____ Stored data
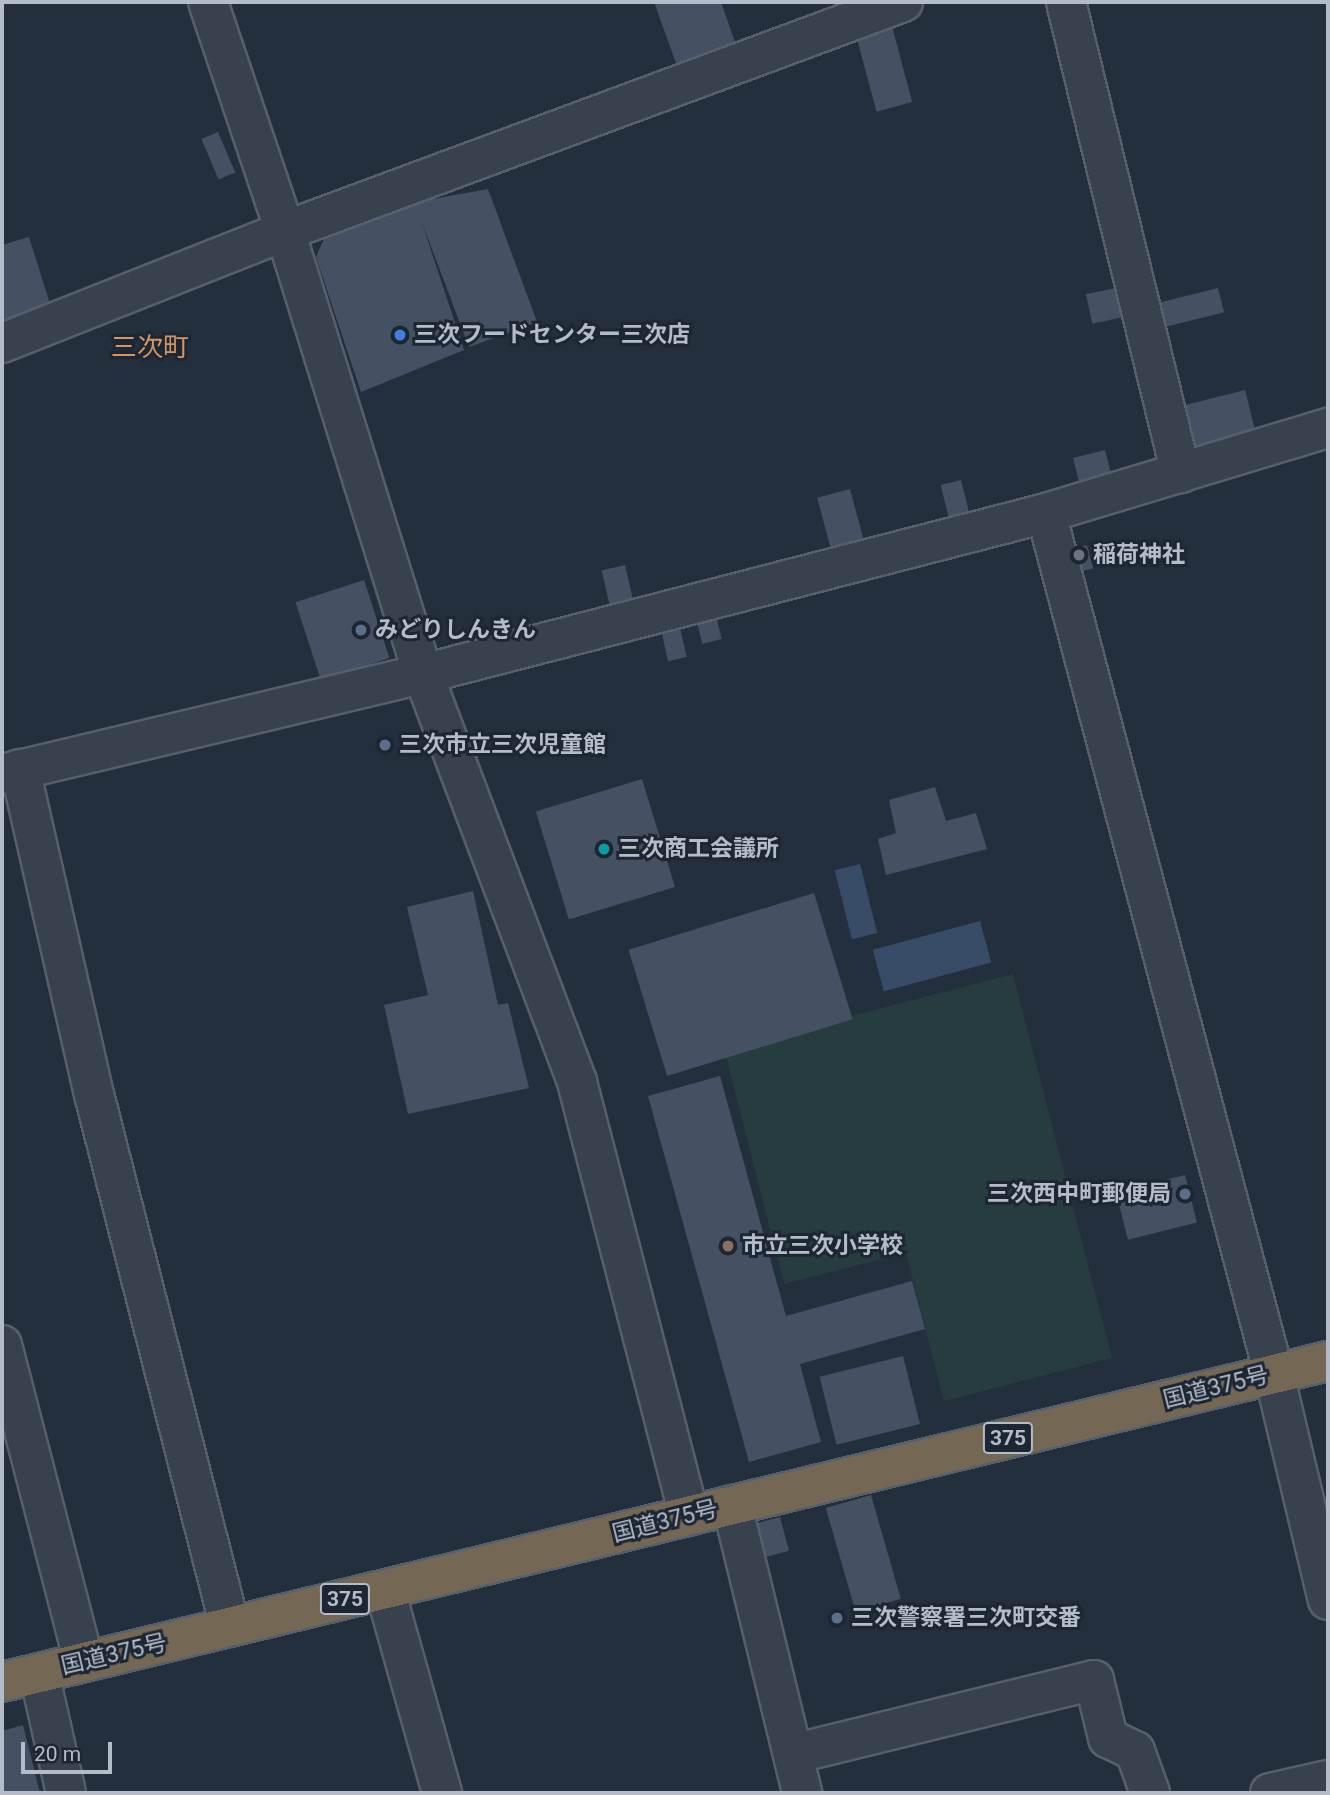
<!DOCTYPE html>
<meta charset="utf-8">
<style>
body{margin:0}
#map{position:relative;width:1330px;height:1795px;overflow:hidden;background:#242f3e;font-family:Roboto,"Noto Sans JP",sans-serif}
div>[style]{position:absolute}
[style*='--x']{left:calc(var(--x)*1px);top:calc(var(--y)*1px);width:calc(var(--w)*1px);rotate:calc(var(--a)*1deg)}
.green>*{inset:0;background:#263c3f}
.water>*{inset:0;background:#394c67;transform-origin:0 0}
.building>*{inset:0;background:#455162;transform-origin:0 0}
.roads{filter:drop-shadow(2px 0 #565f6c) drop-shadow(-2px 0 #565f6c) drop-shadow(0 2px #565f6c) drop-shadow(0 -2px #565f6c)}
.minor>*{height:38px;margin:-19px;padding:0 19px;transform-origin:19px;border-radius:19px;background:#38414e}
.highway>*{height:38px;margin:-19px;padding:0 19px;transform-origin:19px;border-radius:19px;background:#746855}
.dots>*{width:19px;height:19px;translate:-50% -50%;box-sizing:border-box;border:4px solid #1d2633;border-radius:50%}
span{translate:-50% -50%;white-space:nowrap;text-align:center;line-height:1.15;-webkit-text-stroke:6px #1d2633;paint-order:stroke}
.shield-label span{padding:2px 5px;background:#1d2633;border:2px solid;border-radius:5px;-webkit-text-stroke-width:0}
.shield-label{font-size:21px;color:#b4bcc9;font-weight:700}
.poi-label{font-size:23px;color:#b4bcc9;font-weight:700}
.left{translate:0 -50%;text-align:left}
.right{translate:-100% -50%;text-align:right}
.street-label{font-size:23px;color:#b4bcc9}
.quarter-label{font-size:26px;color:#d59563}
.frame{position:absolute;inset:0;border:4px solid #b4bcc9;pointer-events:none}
.scale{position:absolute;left:21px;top:1742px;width:91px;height:32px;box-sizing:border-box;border:4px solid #b4bcc9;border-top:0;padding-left:9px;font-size:21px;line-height:24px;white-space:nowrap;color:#b4bcc9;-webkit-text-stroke:5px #1d2633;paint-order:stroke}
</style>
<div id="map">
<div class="green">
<div style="clip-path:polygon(1013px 974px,1112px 1358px,944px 1401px,906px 1253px,784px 1284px,724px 1049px)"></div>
</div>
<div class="water">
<div style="left:860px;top:864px;width:71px;height:26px;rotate:76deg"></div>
<div style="left:980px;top:921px;width:43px;height:111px;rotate:75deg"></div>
</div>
<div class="building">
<div style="clip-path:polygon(654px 2px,721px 2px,735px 42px,676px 63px)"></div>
<div style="left:890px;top:19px;width:86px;height:37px;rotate:75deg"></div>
<div style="left:218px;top:132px;width:44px;height:18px;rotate:67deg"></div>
<div style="clip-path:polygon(488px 189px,537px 322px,469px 347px,421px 220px,464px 350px,361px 392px,316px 257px,326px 234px,416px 202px)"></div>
<div style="clip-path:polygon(29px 237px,51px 307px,2px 325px,2px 245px)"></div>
<div style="left:1130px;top:285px;width:30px;height:45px;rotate:78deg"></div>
<div style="left:1218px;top:288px;width:25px;height:60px;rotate:76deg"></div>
<div style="left:1245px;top:390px;width:49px;height:71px;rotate:76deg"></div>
<div style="left:1105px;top:450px;width:29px;height:33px;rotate:76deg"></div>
<div style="left:961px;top:480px;width:33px;height:21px;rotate:76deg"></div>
<div style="left:850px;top:489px;width:54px;height:34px;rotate:75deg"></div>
<div style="left:1087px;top:545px;width:24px;height:19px;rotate:75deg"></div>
<div style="left:625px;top:565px;width:41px;height:24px;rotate:77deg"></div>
<div style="left:364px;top:580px;width:82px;height:72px;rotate:72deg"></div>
<div style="left:713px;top:604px;width:36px;height:20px;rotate:76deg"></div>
<div style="left:677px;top:615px;width:43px;height:19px;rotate:77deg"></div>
<div style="left:642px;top:779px;width:113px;height:111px;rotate:73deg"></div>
<div style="clip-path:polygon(935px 787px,946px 821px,976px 813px,987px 849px,886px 875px,878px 839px,896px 833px,889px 800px)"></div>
<div style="clip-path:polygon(473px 891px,498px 1005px,508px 1003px,529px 1088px,408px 1114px,384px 1005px,428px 995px,407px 907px)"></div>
<div style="left:814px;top:893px;width:132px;height:194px;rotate:73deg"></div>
<div style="clip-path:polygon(720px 1076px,786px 1316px,912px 1281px,925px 1329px,800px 1364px,821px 1442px,749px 1462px,648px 1096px)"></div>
<div style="left:1185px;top:1175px;width:49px;height:71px;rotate:76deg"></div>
<div style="left:903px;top:1356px;width:70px;height:86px;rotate:76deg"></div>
<div style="left:871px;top:1495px;width:108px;height:47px;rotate:74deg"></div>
<div style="left:780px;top:1517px;width:35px;height:39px;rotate:75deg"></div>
<div style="clip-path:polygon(23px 1725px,40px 1793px,2px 1793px,2px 1731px)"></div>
</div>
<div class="roads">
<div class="minor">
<div style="--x:208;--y:2;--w:242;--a:71.4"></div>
<div style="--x:285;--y:231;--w:464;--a:72.7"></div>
<div style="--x:423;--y:674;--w:436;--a:69.3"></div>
<div style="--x:577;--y:1082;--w:448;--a:75.5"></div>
<div style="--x:1066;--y:2;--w:485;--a:76.3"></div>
<div style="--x:2;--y:343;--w:304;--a:-21.6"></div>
<div style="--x:285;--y:231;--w:659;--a:-20.33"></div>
<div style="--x:1046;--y:513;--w:891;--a:75.17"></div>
<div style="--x:1274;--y:1374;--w:232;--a:76.6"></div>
<div style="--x:20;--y:769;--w:337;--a:77.2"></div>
<div style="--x:95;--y:1098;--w:546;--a:75.68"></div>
<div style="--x:2;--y:774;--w:433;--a:-13.4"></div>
<div style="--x:423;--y:674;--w:643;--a:-14.49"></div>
<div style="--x:1046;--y:513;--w:295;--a:-16.8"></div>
<div style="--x:2;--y:1345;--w:327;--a:75.5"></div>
<div style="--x:732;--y:1505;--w:296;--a:76.3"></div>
<div style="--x:385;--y:1590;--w:211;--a:74.3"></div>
<div style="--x:39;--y:1673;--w:123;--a:77.3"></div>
<div style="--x:793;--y:1754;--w:310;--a:-13.8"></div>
<div style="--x:1094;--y:1680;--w:60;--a:76.4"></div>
<div style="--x:1108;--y:1738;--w:30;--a:26"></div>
<div style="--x:1135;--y:1751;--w:45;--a:70.3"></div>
<div style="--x:1270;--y:1793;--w:59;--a:-12.6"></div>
</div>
<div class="highway">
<div style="--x:2;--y:1682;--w:1364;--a:-13.61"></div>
</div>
</div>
<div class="dots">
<div style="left:400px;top:335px;background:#3f7fe0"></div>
<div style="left:1079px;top:555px;background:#6b7280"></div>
<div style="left:361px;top:630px;background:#5c6f8a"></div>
<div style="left:385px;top:745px;background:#5c6f8a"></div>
<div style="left:604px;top:849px;background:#0f9aa8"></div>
<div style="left:1185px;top:1194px;background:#5c6f8a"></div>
<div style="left:728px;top:1246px;background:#8d6e63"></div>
<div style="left:837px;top:1618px;background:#5c6f8a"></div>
</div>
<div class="shield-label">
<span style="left:1008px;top:1438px">375</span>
<span style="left:345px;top:1599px">375</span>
</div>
<div class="poi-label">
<span class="left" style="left:414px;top:335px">三次フードセンター三次店</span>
<span class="left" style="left:1093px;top:555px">稲荷神社</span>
<span class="left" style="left:375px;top:630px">みどりしんきん</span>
<span class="left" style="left:399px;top:745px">三次市立三次児童館</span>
<span class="left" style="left:618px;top:849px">三次商工会議所</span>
<span class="right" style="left:1171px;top:1194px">三次西中町郵便局</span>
<span class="left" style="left:742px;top:1246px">市立三次小学校</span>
<span class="left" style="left:851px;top:1618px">三次警察署三次町交番</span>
</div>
<div class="street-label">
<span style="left:1216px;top:1388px;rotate:-14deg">国道375号</span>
<span style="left:665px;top:1522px;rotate:-14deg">国道375号</span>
<span style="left:114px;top:1655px;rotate:-13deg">国道375号</span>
</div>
<div class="quarter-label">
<span style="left:150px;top:348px">三次町</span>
</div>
<div class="frame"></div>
<div class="scale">20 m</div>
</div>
________
Note each line of the material holding "weight" and copy it out.

.shield-label{font-size:21px;color:#b4bcc9;font-weight:700}
.poi-label{font-size:23px;color:#b4bcc9;font-weight:700}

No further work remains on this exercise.